Il met en parallèle cette étude américaine avec les recherches réalisées par Météo France : "En Guyane quand il fait très chaud, il a tendance à faire moins humide, détaille-t-il. C’est très important, car cette relation inverse entre deux paramètres forment une protection contre les pressions trop importantes sur l’organisme. Mais est-ce que ce sera suffisant avec l’augmentation des températures ? C’est l’enjeu des travaux en cours."
"Cela nous touche tous et dès maintenant"
D’autres études sont menées actuellement sur les autres territoires d’Outre-mer. "C’est relativement récent à Météo France, reconnaît Ali Bel Madani.
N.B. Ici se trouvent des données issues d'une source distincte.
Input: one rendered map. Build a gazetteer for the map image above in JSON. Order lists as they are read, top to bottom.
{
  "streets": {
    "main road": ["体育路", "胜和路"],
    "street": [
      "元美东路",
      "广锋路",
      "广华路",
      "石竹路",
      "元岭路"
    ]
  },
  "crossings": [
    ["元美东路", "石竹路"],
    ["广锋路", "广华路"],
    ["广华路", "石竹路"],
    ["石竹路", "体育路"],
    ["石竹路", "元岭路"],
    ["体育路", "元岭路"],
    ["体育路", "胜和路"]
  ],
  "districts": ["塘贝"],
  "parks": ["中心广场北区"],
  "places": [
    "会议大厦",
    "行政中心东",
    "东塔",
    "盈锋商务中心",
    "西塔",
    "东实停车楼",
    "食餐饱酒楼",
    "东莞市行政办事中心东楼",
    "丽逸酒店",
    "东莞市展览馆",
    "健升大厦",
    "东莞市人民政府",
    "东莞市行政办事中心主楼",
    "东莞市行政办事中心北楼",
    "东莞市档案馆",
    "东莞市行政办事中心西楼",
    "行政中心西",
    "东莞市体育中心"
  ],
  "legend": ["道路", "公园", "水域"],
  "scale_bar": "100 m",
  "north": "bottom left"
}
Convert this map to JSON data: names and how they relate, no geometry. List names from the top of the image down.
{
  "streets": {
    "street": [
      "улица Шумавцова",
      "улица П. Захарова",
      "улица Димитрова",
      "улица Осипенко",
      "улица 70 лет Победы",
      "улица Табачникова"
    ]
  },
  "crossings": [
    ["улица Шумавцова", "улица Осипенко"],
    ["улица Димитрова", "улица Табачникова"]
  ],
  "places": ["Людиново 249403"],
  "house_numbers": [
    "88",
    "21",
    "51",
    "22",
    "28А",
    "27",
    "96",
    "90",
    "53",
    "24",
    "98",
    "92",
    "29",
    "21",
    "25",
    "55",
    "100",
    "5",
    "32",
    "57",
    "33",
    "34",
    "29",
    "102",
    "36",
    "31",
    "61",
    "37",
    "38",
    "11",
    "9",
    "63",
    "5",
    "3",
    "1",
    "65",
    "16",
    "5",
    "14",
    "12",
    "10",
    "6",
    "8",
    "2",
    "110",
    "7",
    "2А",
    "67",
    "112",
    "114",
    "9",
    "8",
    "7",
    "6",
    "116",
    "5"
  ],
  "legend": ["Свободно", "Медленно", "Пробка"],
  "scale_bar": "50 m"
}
Il y a un effort de régionalisation des projections du réchauffement climatique aux Antilles, dans l’Océan indien et dans le Pacifique." Affaire à suivre donc concernant les îles françaises.
Si les deux climatologues émettent quelques réserves par rapport à la méthodologie utilisée et aux données sur l’humidité, ils constatent que l’article va dans le sens des autres études réalisées sur le sujet.
"Je pense que les gens doivent prendre conscience que même si c’est dans longtemps, cela nous touche tous et dès maintenant", assène Ali Bel Madani.